Stored data:
━━━━━━━━━━━━━━━━━━━━━━━━━━━━━━
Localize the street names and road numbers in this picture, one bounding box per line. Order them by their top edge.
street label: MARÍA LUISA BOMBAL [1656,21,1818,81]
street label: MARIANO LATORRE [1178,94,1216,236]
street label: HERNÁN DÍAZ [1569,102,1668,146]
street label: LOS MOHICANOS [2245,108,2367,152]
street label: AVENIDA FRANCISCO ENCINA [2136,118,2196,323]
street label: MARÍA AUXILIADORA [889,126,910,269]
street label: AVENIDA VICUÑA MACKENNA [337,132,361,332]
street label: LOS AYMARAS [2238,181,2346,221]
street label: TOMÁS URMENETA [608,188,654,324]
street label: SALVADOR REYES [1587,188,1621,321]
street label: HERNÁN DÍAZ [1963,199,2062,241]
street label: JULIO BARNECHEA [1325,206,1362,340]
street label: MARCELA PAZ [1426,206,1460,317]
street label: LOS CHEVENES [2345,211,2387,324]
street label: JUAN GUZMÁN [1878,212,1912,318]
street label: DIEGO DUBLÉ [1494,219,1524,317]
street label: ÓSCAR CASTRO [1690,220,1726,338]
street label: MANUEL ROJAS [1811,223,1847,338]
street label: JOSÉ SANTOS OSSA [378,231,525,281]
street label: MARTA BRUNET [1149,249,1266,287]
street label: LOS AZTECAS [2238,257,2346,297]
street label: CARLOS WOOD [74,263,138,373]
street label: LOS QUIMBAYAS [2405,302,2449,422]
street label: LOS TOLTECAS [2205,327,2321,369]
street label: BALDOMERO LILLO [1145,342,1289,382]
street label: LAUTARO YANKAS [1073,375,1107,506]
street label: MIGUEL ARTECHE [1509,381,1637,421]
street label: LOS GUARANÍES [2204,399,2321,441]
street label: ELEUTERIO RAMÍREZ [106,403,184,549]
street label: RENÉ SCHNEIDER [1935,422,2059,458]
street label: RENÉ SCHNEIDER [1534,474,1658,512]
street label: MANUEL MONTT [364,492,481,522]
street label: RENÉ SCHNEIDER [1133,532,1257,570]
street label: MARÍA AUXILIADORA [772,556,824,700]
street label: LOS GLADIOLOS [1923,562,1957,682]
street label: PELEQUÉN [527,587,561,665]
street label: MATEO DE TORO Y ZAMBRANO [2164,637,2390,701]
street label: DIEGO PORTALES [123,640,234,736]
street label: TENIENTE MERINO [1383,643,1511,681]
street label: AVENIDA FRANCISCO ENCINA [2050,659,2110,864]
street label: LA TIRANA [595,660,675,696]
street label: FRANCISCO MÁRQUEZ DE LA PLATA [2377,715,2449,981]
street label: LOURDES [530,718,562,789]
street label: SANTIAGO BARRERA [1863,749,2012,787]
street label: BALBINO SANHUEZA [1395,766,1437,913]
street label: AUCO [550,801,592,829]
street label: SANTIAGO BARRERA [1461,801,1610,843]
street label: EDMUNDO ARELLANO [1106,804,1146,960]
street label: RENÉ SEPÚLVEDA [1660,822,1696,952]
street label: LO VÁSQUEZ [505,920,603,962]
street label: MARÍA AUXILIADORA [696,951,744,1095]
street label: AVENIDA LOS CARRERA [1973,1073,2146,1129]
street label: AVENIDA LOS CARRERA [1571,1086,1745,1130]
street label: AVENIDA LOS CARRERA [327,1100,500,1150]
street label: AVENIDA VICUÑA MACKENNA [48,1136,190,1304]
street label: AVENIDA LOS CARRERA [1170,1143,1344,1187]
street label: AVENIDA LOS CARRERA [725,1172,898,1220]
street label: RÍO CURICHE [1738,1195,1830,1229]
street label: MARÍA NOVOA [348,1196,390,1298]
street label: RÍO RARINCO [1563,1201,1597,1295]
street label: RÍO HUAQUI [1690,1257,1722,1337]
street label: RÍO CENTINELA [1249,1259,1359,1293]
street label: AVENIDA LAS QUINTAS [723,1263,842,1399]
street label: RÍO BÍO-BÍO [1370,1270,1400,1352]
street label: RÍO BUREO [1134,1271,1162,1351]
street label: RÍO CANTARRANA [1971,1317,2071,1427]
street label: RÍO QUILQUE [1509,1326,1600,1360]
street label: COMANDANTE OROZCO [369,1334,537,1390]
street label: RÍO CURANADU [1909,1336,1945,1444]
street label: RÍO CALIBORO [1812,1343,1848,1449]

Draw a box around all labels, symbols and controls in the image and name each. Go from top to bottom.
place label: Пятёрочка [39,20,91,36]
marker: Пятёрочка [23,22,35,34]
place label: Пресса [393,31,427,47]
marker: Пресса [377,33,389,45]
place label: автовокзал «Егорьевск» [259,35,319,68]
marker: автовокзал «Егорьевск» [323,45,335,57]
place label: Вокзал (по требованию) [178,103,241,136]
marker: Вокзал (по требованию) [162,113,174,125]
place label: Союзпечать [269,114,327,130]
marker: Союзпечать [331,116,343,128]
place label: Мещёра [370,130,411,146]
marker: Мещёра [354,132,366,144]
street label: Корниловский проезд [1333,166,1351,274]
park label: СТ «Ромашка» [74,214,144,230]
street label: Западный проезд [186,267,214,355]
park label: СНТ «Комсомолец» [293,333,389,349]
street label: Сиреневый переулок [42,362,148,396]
━━━━━━━━━━━━━━━━━━━━━━━━━━━━━━
**TASK REQUIREMENTS:**
Copy out the data shown above in full. Match it exactly.

**SOLUTION FOR THIS TASK:**
Localize the street names and road numbers in this picture, one bounding box per line. Order them by their top edge.
street label: MARÍA LUISA BOMBAL [1656,21,1818,81]
street label: MARIANO LATORRE [1178,94,1216,236]
street label: HERNÁN DÍAZ [1569,102,1668,146]
street label: LOS MOHICANOS [2245,108,2367,152]
street label: AVENIDA FRANCISCO ENCINA [2136,118,2196,323]
street label: MARÍA AUXILIADORA [889,126,910,269]
street label: AVENIDA VICUÑA MACKENNA [337,132,361,332]
street label: LOS AYMARAS [2238,181,2346,221]
street label: TOMÁS URMENETA [608,188,654,324]
street label: SALVADOR REYES [1587,188,1621,321]
street label: HERNÁN DÍAZ [1963,199,2062,241]
street label: JULIO BARNECHEA [1325,206,1362,340]
street label: MARCELA PAZ [1426,206,1460,317]
street label: LOS CHEVENES [2345,211,2387,324]
street label: JUAN GUZMÁN [1878,212,1912,318]
street label: DIEGO DUBLÉ [1494,219,1524,317]
street label: ÓSCAR CASTRO [1690,220,1726,338]
street label: MANUEL ROJAS [1811,223,1847,338]
street label: JOSÉ SANTOS OSSA [378,231,525,281]
street label: MARTA BRUNET [1149,249,1266,287]
street label: LOS AZTECAS [2238,257,2346,297]
street label: CARLOS WOOD [74,263,138,373]
street label: LOS QUIMBAYAS [2405,302,2449,422]
street label: LOS TOLTECAS [2205,327,2321,369]
street label: BALDOMERO LILLO [1145,342,1289,382]
street label: LAUTARO YANKAS [1073,375,1107,506]
street label: MIGUEL ARTECHE [1509,381,1637,421]
street label: LOS GUARANÍES [2204,399,2321,441]
street label: ELEUTERIO RAMÍREZ [106,403,184,549]
street label: RENÉ SCHNEIDER [1935,422,2059,458]
street label: RENÉ SCHNEIDER [1534,474,1658,512]
street label: MANUEL MONTT [364,492,481,522]
street label: RENÉ SCHNEIDER [1133,532,1257,570]
street label: MARÍA AUXILIADORA [772,556,824,700]
street label: LOS GLADIOLOS [1923,562,1957,682]
street label: PELEQUÉN [527,587,561,665]
street label: MATEO DE TORO Y ZAMBRANO [2164,637,2390,701]
street label: DIEGO PORTALES [123,640,234,736]
street label: TENIENTE MERINO [1383,643,1511,681]
street label: AVENIDA FRANCISCO ENCINA [2050,659,2110,864]
street label: LA TIRANA [595,660,675,696]
street label: FRANCISCO MÁRQUEZ DE LA PLATA [2377,715,2449,981]
street label: LOURDES [530,718,562,789]
street label: SANTIAGO BARRERA [1863,749,2012,787]
street label: BALBINO SANHUEZA [1395,766,1437,913]
street label: AUCO [550,801,592,829]
street label: SANTIAGO BARRERA [1461,801,1610,843]
street label: EDMUNDO ARELLANO [1106,804,1146,960]
street label: RENÉ SEPÚLVEDA [1660,822,1696,952]
street label: LO VÁSQUEZ [505,920,603,962]
street label: MARÍA AUXILIADORA [696,951,744,1095]
street label: AVENIDA LOS CARRERA [1973,1073,2146,1129]
street label: AVENIDA LOS CARRERA [1571,1086,1745,1130]
street label: AVENIDA LOS CARRERA [327,1100,500,1150]
street label: AVENIDA VICUÑA MACKENNA [48,1136,190,1304]
street label: AVENIDA LOS CARRERA [1170,1143,1344,1187]
street label: AVENIDA LOS CARRERA [725,1172,898,1220]
street label: RÍO CURICHE [1738,1195,1830,1229]
street label: MARÍA NOVOA [348,1196,390,1298]
street label: RÍO RARINCO [1563,1201,1597,1295]
street label: RÍO HUAQUI [1690,1257,1722,1337]
street label: RÍO CENTINELA [1249,1259,1359,1293]
street label: AVENIDA LAS QUINTAS [723,1263,842,1399]
street label: RÍO BÍO-BÍO [1370,1270,1400,1352]
street label: RÍO BUREO [1134,1271,1162,1351]
street label: RÍO CANTARRANA [1971,1317,2071,1427]
street label: RÍO QUILQUE [1509,1326,1600,1360]
street label: COMANDANTE OROZCO [369,1334,537,1390]
street label: RÍO CURANADU [1909,1336,1945,1444]
street label: RÍO CALIBORO [1812,1343,1848,1449]

Draw a box around all labels, symbols and controls in the image and name each. Go from top to bottom.
place label: Пятёрочка [39,20,91,36]
marker: Пятёрочка [23,22,35,34]
place label: Пресса [393,31,427,47]
marker: Пресса [377,33,389,45]
place label: автовокзал «Егорьевск» [259,35,319,68]
marker: автовокзал «Егорьевск» [323,45,335,57]
place label: Вокзал (по требованию) [178,103,241,136]
marker: Вокзал (по требованию) [162,113,174,125]
place label: Союзпечать [269,114,327,130]
marker: Союзпечать [331,116,343,128]
place label: Мещёра [370,130,411,146]
marker: Мещёра [354,132,366,144]
street label: Корниловский проезд [1333,166,1351,274]
park label: СТ «Ромашка» [74,214,144,230]
street label: Западный проезд [186,267,214,355]
park label: СНТ «Комсомолец» [293,333,389,349]
street label: Сиреневый переулок [42,362,148,396]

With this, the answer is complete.